Like the “Real Musicians Have Day Jobs” bumper sticker, I think real artists have day jobs. A realistic portrayal of a contemporary artist has no use for bohemian fantasies about instant noodles, Dumpster diving, and unheated apartments—or its counterpart, that artists get by selling astronomically priced paintings. Those are the exceptions, not the rules. A 2010 report from Leveraging Investments in Creativity (LINC) states, “seven in 10 artists hold at least one job in addition to making art.”5 That 70 percent figure seemed low to me, since I know only a small handful of full-time artists, compared with hundreds of artists who subsidize their practices through teaching, freelance, or day jobs, including assisting full-time artists or installing art (as is my case). Inflating the numbers of full-time artists in LINC’s survey was the inclusion of architects and designers—commonly salaried occupations.

Since the artists I spoke with don’t make art to make money, they derive their income elsewhere. Among the group, only Tan has succeeded in making his living via “teaching, consultations, commissions, and speaking engagements” for the past year. Some of the others expressed the hope to sustain their practices in the long term, but for now, day jobs function as a source of funds and sometimes, fuel, such as a hedge for creative freedom. As Cummings puts it, “Part of why I like having a day job is that then I'm free to make the work I want to make without worrying if people are going to buy it or not.” As suggested earlier, intellectual exchange characterizes her relationship with her audience. Having an income stream independent of sales frees that relationship from the centrality of sales.

Additionally, these artists value engagement with the world, so working offers another intangible benefit. “A day job would not only provide much-needed income,” Tan wrote, “but also a glimpse into how the world works.” Curreri echoed that sentiment when she told me, “I like to think that my day jobs are all adding up to lived experience that informs my artwork.”

Cummings reiterates that having a day job is a worthwhile trade-off for now. “Supporting oneself through one's practice is seen as a marker of success, and having a day job is seen as a distraction—which it can be, if you aren’t careful,” she said. “I would like for my artwork to eventually become my day job, but I want to make sure that I am able to do it in a way that doesn't compromise what the artwork needs to be... For many of us—most of us—it's a long road to art practice as reliable gainful employment.”6

Heidi Hove. Welcome, 2010; solar power, metal, Plexiglas, light; 2 x 6 x 17 ft. Courtesy of Earthbound Moon. Photo: Heidi Hove/Earthbound Moon.

Portrait in Three Dimensions: Artists Play Many Roles

Via their day jobs or side projects, artists can also be administrators, critics, curators, designers, funders, publishers, teachers, and technicians. LINC reports that 42 to 50 percent of respondents work in arts-related fields.

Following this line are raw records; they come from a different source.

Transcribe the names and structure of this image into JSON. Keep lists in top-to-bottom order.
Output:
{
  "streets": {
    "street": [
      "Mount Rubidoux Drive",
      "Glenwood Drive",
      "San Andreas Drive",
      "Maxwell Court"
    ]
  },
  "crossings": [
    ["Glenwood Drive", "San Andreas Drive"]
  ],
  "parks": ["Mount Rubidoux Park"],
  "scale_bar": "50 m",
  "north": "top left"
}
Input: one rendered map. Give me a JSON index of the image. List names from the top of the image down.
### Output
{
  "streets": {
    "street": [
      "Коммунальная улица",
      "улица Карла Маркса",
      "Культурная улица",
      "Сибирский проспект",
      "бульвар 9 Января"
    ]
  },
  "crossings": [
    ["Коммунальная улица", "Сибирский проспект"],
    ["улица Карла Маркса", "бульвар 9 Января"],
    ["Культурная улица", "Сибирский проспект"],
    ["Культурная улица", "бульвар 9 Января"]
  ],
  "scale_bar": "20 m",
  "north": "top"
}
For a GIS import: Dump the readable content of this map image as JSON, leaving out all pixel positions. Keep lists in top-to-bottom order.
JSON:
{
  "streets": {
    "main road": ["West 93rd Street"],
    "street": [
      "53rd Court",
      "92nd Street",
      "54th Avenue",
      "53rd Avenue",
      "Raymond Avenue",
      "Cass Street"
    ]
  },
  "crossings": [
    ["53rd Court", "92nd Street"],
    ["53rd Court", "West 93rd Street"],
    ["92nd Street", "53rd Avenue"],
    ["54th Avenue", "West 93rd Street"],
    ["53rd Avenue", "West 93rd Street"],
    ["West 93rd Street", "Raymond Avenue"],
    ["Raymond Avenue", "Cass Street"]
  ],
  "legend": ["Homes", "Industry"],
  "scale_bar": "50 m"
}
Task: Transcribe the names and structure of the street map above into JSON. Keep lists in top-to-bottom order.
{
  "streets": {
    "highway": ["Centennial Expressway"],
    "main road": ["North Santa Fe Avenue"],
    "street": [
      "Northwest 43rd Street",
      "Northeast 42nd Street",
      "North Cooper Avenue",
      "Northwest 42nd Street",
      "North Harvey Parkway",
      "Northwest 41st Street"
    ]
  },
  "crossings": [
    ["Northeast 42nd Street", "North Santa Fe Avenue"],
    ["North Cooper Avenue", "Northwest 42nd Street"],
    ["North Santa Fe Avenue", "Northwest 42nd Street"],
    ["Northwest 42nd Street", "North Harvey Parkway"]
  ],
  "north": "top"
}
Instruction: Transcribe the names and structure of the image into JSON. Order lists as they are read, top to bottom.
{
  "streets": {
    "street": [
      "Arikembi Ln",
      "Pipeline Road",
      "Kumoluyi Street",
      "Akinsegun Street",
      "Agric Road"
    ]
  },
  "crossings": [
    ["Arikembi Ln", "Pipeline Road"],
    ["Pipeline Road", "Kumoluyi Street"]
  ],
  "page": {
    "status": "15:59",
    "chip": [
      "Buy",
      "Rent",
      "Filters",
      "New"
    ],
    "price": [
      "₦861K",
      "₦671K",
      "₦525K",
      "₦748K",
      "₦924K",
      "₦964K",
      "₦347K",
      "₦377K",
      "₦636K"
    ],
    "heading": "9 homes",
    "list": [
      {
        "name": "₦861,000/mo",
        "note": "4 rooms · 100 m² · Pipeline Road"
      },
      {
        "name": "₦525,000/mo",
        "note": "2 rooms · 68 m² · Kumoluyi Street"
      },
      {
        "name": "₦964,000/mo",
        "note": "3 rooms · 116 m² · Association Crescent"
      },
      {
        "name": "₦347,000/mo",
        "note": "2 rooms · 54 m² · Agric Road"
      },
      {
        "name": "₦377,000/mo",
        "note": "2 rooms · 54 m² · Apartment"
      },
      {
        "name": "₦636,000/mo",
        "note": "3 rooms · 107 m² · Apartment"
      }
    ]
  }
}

That doesn’t count artists with informal activities—such as artists’ collaboratives like Earthbound Moon, self-published magazines like Color&Color, or Tan’s S.O.S. Guilds project grant. Hence, the number of artists occupying positions across multiple strata of the art ecology is even higher than suggested.

This is useful to remember in light of common assumptions about artists’ powerlessness. For example, New York–based painter Michael Cloud mentioned that artist and theorist Peter Halley once told him, “Artists are courtiers.” Cloud explained his interpretation as “artists are not ‘the powerful,’ but are accouterments of ‘the powerful.’”7 In one sense, it is true that artists need dealers, curators, jurors, and critics to notice them in a very competitive field. However, Cummings, Curreri, Tan, and Earthbound Moon are examples of agents who traverse art-world strata in order to offer mutual aid, create new platforms, and shape the art world in which they would like to participate.

For example, Earthbound Moon’s principles as a commissioning agency are clearly artist-centered. In addition to modest materials, travel, and accommodations stipends, Pembleton explained, “Every artist is given a $250 commission; we initially wanted to offer $1000, but that is undoable at this point. Nonetheless, philosophically we are committed to a fair commission. It is a matter of being the change you want, if I may be simplistic.”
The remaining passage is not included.